This is a much more daunting challenge than going through the High Holy Day season’s often uncomfortable steps of reaching out to people we’ve hurt and apologizing to them. Or reaching out to people who have hurt us and sharing with them that we feel unresolved about something. That’s something that we can do; this is someone we can be. But it’s someone who can be a lifetime in the making.


When my father died five years ago from end-stage dementia, my loss of him was compounded by 41 years of negotiating his absence from my life as a loving and reliable presence after my parents divorced when I was 9, and of struggling for decades to find some connection that was workable for us both.

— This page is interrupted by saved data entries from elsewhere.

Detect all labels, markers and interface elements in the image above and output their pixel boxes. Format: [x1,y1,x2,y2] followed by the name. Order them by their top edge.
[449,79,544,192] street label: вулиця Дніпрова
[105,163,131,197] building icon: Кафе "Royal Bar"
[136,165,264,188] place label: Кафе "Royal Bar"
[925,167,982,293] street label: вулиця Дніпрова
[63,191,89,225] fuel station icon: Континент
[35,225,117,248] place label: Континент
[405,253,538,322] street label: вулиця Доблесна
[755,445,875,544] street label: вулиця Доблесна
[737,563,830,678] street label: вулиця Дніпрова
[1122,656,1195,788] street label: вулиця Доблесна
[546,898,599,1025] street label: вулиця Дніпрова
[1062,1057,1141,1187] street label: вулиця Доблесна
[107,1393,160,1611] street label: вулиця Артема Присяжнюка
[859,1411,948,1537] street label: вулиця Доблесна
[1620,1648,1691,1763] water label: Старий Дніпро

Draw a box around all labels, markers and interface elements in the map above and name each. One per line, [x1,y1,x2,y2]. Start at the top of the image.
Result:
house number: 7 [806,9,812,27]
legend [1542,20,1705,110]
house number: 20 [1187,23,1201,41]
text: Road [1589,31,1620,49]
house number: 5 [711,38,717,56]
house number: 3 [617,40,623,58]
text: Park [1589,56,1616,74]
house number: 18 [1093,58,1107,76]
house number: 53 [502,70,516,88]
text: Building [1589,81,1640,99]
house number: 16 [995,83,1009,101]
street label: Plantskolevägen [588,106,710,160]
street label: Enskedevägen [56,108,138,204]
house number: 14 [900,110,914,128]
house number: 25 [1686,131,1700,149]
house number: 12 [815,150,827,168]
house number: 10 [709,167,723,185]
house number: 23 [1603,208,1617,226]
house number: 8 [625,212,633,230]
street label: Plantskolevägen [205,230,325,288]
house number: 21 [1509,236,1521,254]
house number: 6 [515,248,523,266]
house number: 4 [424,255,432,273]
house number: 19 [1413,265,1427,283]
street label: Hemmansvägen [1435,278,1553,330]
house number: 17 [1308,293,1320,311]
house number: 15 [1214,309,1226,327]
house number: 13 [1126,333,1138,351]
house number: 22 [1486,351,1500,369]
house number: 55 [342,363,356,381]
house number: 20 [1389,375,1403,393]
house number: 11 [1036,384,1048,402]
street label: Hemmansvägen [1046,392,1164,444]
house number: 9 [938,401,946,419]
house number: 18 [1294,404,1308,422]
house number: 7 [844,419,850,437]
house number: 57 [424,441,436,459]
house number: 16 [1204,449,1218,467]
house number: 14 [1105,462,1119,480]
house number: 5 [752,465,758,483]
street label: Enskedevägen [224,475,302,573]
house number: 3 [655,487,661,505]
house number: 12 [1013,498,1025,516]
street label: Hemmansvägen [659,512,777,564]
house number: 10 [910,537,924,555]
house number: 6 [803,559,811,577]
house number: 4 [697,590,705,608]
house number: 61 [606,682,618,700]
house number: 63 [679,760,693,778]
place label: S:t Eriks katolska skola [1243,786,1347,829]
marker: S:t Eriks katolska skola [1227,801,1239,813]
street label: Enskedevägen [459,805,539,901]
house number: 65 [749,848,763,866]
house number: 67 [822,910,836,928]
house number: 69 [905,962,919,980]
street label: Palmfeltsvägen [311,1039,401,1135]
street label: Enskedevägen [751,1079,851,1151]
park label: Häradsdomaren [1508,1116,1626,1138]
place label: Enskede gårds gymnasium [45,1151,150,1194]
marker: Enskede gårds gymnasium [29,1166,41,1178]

When his illness began to unfold six years earlier and I sensed that the man who gave me life but with whom I wrestled to share it was fading from us, I had to make a choice as to how I was going to spend whatever time we had left together. 


Was I going to continue wishing he was someone he clearly couldn’t, or wouldn’t, be, or was I capable of accepting him for all who he was, and wasn’t? Were his limitations and the hurt and anger they caused me going to restrict who I wish to be, and the ways I want to show up in the world? 


I worked hard to see beyond my pain over what I felt was lacking in my life with him, and to look for the larger lessons that being my father’s daughter yielded for me. I worked not on forgiving each hurt, but on becoming a forgiving, merciful person. If justice means granting someone what they deserve, then mercy means granting someone more than they deserve because of the simple fact of their humanity, and all the more so if they’re someone you love, or at least have tried to love. This isn’t easy work; it takes time and practice. I’m far from having mastered it. But my father’s decline, and his death, taught me much more than I realized I needed to learn. 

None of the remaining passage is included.